*** Opening DATA BELOW ***

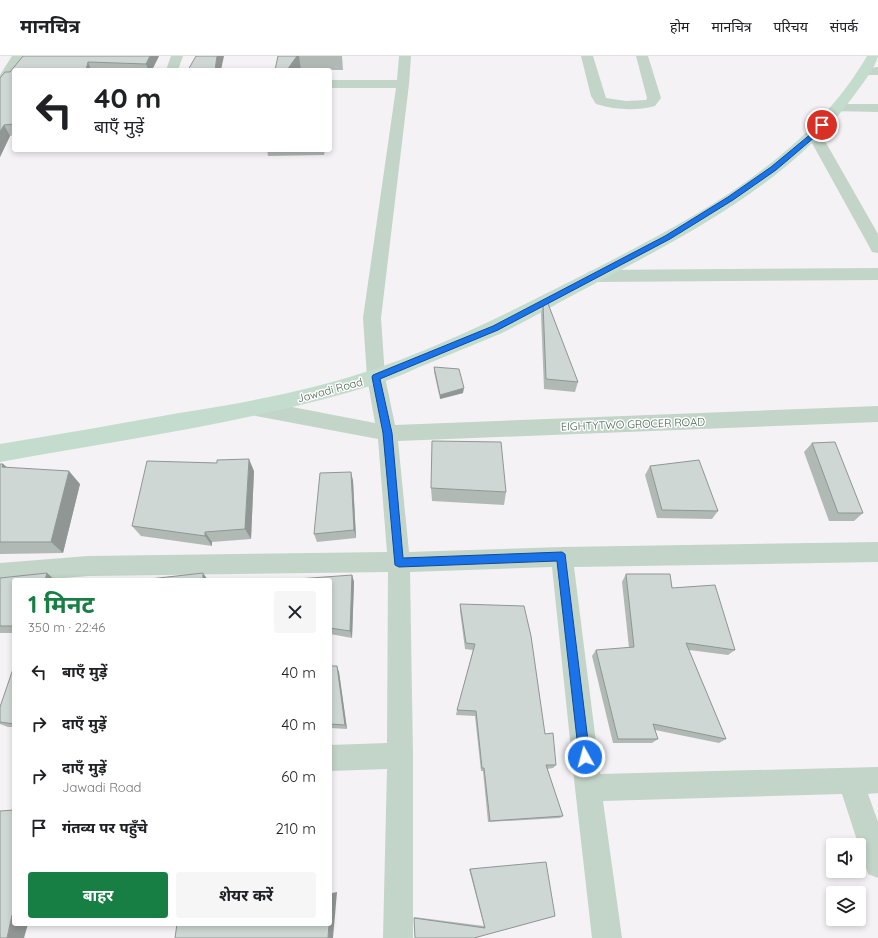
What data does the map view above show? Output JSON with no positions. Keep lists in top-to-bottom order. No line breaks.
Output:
{"streets":{"street":["Jawadi Road","EIGHTYTWO GROCER ROAD"]},"crossings":[["Jawadi Road","EIGHTYTWO GROCER ROAD"]],"page":{"header":"मानचित्र","nav":["होम","मानचित्र","परिचय","संपर्क"],"turn":["40 m","बाएँ मुड़ें"],"heading":["1 मिनट","350 m · 22:46"],"list":[{"name":"बाएँ मुड़ें","value":"40 m"},{"name":"दाएँ मुड़ें","value":"40 m"},{"name":"दाएँ मुड़ें","note":"Jawadi Road","value":"60 m"},{"name":"गंतव्य पर पहुँचे","value":"210 m"}],"buttons":["बाहर","शेयर करें"]}}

*** Closing DATA BELOW ***

_TASK ITEM_: Copy out every line above without change, dropping the pictures.

_WORKED SOLUTION_:
What data does the map view above show? Output JSON with no positions. Keep lists in top-to-bottom order. No line breaks.
Output:
{"streets":{"street":["Jawadi Road","EIGHTYTWO GROCER ROAD"]},"crossings":[["Jawadi Road","EIGHTYTWO GROCER ROAD"]],"page":{"header":"मानचित्र","nav":["होम","मानचित्र","परिचय","संपर्क"],"turn":["40 m","बाएँ मुड़ें"],"heading":["1 मिनट","350 m · 22:46"],"list":[{"name":"बाएँ मुड़ें","value":"40 m"},{"name":"दाएँ मुड़ें","value":"40 m"},{"name":"दाएँ मुड़ें","note":"Jawadi Road","value":"60 m"},{"name":"गंतव्य पर पहुँचे","value":"210 m"}],"buttons":["बाहर","शेयर करें"]}}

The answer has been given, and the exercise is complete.